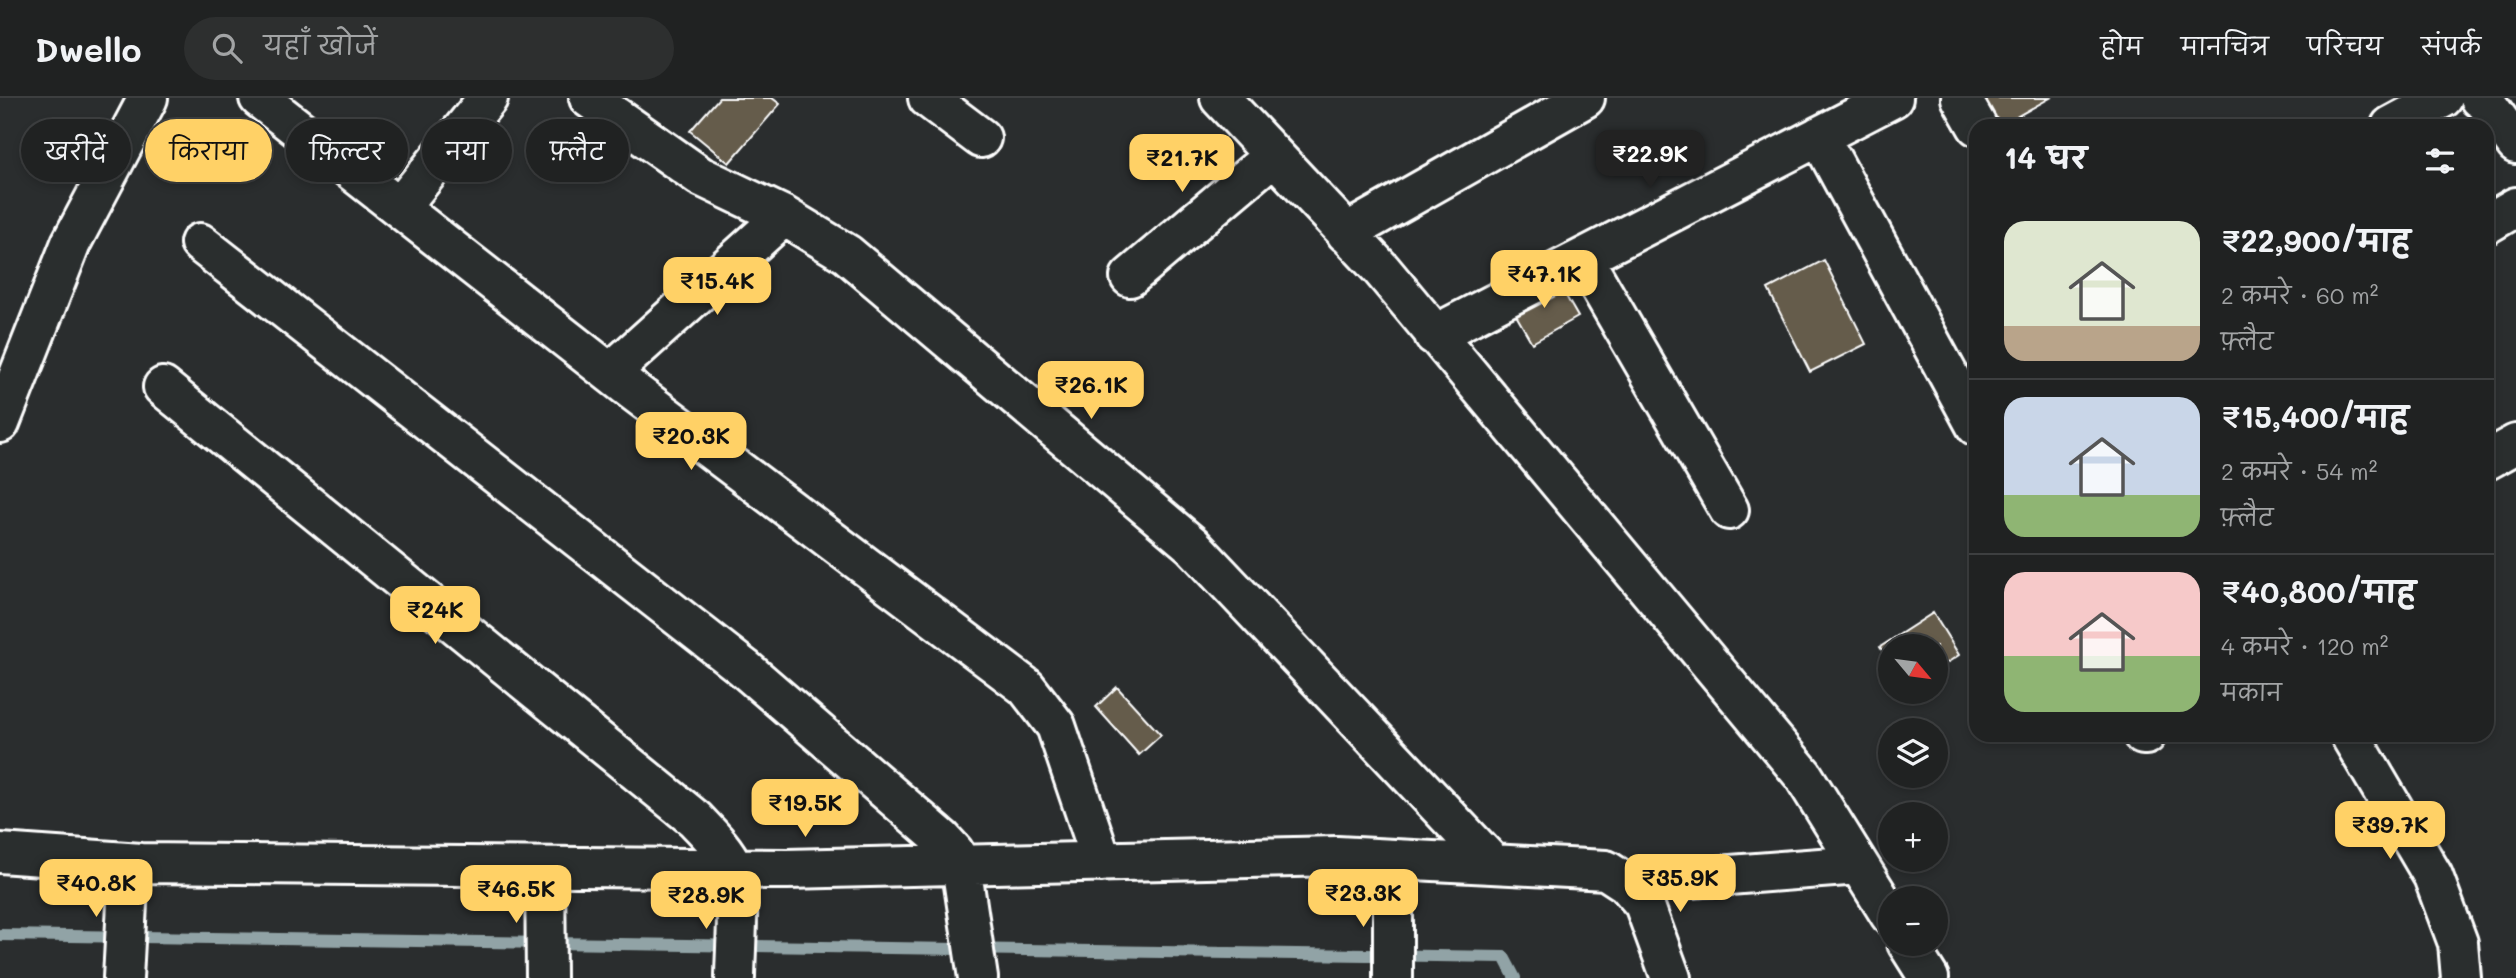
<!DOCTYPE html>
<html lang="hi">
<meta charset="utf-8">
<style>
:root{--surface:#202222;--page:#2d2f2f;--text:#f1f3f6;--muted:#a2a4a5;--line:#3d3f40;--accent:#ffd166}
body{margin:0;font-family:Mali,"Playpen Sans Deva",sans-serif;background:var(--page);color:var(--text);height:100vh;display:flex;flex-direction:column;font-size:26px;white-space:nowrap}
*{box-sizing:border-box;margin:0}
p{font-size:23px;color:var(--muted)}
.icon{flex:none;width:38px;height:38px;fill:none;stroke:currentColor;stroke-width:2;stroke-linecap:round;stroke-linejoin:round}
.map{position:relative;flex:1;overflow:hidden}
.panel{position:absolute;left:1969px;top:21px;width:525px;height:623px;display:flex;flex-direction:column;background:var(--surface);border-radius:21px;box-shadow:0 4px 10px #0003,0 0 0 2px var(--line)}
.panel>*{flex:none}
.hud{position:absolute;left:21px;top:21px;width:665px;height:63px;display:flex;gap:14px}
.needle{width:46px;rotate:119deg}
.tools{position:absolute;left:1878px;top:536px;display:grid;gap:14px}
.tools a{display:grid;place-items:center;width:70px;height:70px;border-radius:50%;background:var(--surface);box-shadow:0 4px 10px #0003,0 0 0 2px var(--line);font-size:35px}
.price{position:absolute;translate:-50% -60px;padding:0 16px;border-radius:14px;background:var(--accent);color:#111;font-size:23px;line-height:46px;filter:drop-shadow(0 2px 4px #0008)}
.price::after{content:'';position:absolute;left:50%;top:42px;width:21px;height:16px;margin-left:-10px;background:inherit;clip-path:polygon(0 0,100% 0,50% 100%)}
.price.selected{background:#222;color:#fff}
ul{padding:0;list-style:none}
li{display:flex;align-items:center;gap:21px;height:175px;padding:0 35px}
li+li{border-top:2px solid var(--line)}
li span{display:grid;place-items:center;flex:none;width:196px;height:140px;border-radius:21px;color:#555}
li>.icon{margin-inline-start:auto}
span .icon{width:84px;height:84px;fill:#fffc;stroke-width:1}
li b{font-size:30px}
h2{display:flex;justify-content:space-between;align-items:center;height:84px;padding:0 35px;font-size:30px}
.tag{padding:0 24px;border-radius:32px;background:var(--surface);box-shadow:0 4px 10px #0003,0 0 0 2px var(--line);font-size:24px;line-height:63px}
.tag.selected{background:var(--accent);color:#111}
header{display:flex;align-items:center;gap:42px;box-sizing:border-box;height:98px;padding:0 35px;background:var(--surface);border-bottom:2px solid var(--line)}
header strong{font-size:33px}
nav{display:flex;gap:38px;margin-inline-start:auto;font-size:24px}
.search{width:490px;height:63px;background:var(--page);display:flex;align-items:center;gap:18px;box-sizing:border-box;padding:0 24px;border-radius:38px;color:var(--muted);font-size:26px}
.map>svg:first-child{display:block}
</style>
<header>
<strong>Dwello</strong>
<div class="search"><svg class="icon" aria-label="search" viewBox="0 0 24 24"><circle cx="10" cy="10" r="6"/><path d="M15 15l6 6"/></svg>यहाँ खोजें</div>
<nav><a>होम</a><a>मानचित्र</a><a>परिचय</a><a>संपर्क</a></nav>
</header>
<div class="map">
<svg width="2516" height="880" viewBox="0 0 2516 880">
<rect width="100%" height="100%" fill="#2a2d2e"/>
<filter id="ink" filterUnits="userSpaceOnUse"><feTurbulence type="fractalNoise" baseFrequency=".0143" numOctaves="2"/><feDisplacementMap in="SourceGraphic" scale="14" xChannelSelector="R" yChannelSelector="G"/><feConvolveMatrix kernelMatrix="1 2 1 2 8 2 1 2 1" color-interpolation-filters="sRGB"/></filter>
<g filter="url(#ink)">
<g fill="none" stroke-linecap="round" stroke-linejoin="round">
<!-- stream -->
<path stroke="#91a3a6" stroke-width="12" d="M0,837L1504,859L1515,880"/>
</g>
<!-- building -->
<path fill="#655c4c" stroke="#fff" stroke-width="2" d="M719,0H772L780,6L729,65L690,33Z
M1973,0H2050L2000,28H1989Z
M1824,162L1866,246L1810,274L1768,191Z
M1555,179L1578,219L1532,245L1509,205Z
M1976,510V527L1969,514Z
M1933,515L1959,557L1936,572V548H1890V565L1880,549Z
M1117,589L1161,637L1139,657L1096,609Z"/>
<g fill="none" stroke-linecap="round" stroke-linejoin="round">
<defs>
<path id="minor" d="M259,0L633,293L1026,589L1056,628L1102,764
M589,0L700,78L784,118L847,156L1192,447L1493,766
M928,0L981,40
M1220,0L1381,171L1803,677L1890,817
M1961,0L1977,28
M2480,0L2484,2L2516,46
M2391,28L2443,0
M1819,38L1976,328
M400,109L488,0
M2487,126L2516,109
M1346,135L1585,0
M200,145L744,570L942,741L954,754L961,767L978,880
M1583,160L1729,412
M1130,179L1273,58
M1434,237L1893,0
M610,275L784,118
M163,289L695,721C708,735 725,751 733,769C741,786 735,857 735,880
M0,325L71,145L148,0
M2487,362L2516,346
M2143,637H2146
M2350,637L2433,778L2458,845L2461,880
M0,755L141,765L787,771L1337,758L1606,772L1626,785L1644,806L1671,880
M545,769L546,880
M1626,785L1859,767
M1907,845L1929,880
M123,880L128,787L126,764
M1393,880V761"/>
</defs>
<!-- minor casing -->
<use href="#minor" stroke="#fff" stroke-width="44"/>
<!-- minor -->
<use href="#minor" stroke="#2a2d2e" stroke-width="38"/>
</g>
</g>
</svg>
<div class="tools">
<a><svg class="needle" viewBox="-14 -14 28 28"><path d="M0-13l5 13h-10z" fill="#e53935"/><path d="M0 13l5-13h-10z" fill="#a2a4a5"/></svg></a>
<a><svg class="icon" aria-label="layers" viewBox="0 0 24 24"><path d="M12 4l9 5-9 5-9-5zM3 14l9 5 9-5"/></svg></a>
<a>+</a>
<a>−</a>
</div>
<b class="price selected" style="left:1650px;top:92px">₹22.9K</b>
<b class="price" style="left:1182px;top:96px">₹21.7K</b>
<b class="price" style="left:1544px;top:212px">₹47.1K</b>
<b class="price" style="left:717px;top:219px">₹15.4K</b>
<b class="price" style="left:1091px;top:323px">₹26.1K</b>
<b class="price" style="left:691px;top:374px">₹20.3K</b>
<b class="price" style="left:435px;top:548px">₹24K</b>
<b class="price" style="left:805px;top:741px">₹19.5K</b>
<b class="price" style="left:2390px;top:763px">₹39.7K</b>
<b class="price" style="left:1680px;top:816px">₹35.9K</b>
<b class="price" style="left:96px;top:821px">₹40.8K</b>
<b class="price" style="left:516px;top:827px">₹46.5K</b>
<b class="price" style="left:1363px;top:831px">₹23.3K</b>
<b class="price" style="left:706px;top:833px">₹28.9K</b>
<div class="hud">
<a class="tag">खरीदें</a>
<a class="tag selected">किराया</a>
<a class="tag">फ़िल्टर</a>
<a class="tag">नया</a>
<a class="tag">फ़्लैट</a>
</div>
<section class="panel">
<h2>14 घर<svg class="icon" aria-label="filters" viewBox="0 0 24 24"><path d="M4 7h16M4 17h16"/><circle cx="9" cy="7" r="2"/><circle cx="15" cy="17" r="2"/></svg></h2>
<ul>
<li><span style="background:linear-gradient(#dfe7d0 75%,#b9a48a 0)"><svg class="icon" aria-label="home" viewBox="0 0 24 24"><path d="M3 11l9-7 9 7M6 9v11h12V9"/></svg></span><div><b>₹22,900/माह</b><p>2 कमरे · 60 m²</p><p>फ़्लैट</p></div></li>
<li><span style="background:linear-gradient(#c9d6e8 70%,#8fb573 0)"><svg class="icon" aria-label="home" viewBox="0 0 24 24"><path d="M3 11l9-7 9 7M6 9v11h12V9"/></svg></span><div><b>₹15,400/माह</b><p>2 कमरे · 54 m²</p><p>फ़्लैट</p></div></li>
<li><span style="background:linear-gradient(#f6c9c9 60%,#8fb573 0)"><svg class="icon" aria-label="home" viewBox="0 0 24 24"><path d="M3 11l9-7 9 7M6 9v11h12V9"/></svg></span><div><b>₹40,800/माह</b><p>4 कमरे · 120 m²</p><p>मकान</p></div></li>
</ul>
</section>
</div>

+---+

**Requirement**
Copy all lines from the listing that contain "direction".

**Answer for the task**
body{margin:0;font-family:Mali,"Playpen Sans Deva",sans-serif;background:var(--page);color:var(--text);height:100vh;display:flex;flex-direction:column;font-size:26px;white-space:nowrap}
.panel{position:absolute;left:1969px;top:21px;width:525px;height:623px;display:flex;flex-direction:column;background:var(--surface);border-radius:21px;box-shadow:0 4px 10px #0003,0 0 0 2px var(--line)}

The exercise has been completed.